Perhaps the most telling part of the survey has to do with the attitudes of African Americans toward Islam. African Americans constitute the single largest segment within the American muslim community — about a third of all American Muslims. Also, Islam has been much more visible in that community.
However, 44% of African American respondents had an unfavorable view, compared to only 37% that had a positive view of Islam. (In contrast, only 37% of White Americans had an unfavorable view.)
So the question we need to ask ourselves as Muslims is why, despite the fact that Islam — through the conversion of family members and friends, through hip-hop cultural influences, through the lives of community heroes like Malcolm — has touched the African American community more than any other American group, why do so many of those who should be our strongest allies hold our faith in such low regard?
I don’t think we can blame this one on the media.

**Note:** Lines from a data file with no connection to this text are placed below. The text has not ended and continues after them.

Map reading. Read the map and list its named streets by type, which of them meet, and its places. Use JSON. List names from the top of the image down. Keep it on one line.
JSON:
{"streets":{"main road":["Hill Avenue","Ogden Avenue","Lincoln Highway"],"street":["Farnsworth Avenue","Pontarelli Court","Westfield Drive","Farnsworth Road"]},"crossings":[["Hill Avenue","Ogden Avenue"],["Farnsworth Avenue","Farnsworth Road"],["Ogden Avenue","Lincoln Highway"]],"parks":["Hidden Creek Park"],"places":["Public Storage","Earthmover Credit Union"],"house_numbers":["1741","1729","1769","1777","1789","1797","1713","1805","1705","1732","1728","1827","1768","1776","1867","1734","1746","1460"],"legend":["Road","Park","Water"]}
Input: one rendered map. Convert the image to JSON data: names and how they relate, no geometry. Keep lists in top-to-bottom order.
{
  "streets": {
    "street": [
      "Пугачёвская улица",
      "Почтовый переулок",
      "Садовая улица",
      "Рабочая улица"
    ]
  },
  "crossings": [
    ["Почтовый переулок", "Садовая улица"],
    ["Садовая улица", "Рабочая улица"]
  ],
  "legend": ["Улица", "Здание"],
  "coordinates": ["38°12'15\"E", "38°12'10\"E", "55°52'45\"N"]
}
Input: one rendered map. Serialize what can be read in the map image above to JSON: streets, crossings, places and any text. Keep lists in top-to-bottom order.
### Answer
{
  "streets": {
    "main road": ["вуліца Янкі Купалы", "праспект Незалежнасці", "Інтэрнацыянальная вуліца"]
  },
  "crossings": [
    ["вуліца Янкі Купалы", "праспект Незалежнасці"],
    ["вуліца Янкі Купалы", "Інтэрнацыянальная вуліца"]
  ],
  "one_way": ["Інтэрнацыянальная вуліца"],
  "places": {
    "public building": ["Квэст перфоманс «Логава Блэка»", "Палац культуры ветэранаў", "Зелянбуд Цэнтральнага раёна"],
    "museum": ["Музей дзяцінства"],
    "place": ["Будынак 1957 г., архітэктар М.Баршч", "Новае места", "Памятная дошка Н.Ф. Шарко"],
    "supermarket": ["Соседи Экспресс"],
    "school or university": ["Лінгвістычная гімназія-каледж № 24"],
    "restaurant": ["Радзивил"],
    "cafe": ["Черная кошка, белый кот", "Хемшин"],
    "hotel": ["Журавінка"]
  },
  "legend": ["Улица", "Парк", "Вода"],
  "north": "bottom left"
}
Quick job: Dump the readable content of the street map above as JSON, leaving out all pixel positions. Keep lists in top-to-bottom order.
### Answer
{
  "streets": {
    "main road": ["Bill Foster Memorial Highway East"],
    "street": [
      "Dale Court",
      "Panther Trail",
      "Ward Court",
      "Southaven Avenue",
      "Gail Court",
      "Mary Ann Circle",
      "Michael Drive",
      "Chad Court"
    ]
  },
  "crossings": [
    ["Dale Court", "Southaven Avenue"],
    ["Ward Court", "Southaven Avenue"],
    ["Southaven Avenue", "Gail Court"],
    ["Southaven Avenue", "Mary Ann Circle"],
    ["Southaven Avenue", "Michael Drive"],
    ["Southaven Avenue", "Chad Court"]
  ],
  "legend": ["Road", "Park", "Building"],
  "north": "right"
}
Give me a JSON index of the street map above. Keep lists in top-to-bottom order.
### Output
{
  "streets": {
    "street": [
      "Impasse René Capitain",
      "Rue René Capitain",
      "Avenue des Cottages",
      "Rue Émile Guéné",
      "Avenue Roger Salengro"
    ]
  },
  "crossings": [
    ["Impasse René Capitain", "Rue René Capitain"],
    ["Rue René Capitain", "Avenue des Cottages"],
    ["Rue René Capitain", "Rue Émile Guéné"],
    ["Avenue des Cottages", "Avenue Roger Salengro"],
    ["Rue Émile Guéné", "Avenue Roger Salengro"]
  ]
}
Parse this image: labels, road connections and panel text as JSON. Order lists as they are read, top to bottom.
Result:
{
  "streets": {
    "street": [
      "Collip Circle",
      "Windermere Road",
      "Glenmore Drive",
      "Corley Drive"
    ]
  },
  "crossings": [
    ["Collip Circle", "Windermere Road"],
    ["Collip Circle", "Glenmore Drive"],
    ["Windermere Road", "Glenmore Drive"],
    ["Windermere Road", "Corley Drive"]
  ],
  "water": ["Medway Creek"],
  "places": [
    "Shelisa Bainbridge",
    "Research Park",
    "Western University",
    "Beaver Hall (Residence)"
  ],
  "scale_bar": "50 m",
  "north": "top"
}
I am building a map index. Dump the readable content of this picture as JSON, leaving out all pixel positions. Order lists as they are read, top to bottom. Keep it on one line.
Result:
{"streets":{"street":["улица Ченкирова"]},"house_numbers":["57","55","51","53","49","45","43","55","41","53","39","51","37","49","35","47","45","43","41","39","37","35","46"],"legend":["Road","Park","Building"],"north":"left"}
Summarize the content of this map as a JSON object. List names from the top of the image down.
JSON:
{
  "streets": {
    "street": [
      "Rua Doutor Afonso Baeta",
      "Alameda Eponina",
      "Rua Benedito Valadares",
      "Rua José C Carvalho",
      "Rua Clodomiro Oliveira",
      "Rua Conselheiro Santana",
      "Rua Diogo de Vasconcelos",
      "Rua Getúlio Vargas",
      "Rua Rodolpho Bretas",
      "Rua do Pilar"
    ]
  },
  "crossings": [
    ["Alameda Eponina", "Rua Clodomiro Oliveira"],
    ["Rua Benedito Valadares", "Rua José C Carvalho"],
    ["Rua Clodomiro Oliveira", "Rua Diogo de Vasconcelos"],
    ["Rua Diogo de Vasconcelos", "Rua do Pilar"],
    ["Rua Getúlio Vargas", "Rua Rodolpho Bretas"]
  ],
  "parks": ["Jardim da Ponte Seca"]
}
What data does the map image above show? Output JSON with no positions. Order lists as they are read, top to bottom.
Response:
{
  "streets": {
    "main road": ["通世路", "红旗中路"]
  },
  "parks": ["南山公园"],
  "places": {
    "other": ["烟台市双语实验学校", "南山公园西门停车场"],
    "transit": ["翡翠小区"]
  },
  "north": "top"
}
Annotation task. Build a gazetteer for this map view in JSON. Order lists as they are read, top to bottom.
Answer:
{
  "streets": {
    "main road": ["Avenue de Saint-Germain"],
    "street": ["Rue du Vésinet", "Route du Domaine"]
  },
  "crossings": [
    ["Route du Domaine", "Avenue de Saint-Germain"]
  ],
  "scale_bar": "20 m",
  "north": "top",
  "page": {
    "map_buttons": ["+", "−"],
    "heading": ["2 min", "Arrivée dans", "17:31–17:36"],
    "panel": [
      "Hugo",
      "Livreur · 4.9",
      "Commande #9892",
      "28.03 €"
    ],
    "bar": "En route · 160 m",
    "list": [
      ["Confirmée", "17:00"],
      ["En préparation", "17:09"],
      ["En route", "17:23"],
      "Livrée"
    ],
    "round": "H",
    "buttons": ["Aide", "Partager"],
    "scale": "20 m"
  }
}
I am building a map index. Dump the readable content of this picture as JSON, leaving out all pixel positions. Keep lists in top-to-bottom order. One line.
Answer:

I think the answer might have to do with the kind of ultra-conservative Islam that has been introduced in that community, the corruption of the religious leadership, the social dysfunctions that have been often exacerbated instead of healed, the drive to “Arabize” the community, the fact of the very real racism that exists within the immigrant community toward African Americans, the role of immigrant Muslims in selling liquor and over-priced basic goods in the black community through immigrant-owned “convenience” stores, the fact that so many of that community’s sons and daughters are now endangered in the US Armed Forces fighting in Muslim lands.
It’s time for all of us American Muslims to take a long hard look at what we have done and continue to do. If when they know us, people like us even less, then how much worse can things get?